When the contemporary house is lit up at night, it looks like a lantern on a hill, beckoning with a warm glow. It certainly lights a path home for owners Richard Bonnin and Paul Kaminski.
The power couple, together for three decades, put their home in 2003 in Golden Valley's Cedarhurst neighborhood on a quarter-acre lot that was supposed to be unbuildable. It sits beside a pond on a steep, irregularly shaped hill.
"The lot is square in the front, then it's a big triangle that goes way up the hill on the back," Bonnin said.
But Bonnin, a design principal at HGA Architects, and Kaminski, regularly named a "super lawyer" with a practice that includes real estate, welcomed the challenge.
They built a structure that has grandeur and presence, outside and in, even if, in a world of bigger and bigger mansions, its 2,673 square footage seems comparatively restrained.
The home, with three bedrooms, four bathrooms and a gallery for entertaining, fits the couple's needs.
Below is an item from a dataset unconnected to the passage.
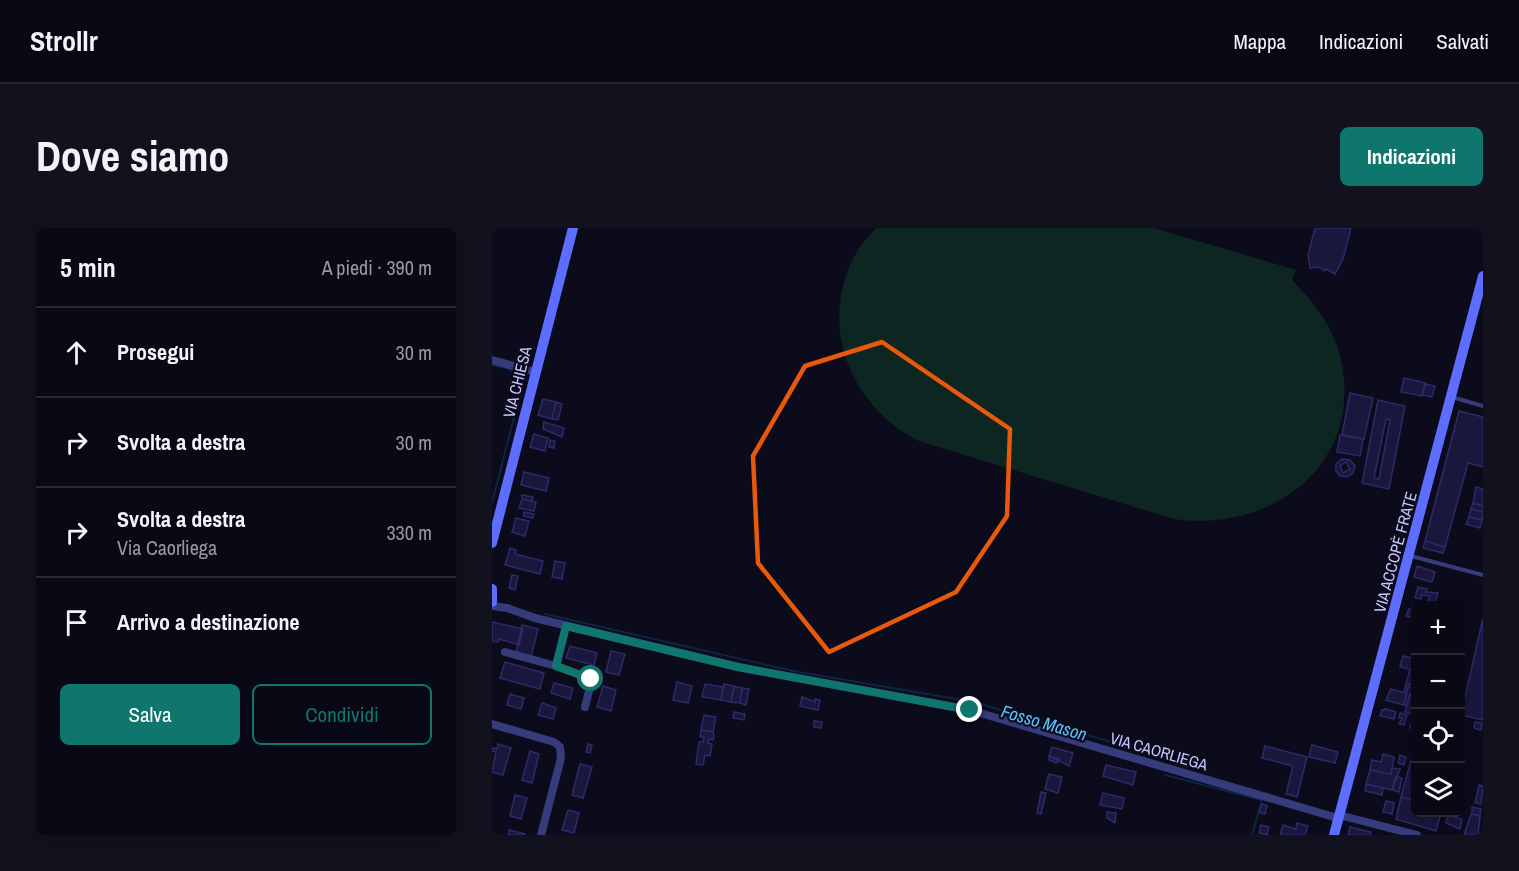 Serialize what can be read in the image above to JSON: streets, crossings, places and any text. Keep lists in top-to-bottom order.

It has open spaces, such as the gallery that is filled with light from huge windows, and colorful, warm ones, such as a cozy family room and a powder room the color of an Orangina beverage.
"When people conjure up what a contemporary house is, they think of something cold, sterile, white," Bonnin said. "We wanted to do a very contemporary house yet use warm, natural materials, so it felt inviting."
That starts with the approach and the front door, made of western red cedar. And it carries throughout the house, which has floors, stairs and other features made of bubinga, an African hardwood used in art and fine furniture. Cabinets are made of primavera, the wood that Mies van der Rohe used for his historic floating Farnsworth House outside of Chicago.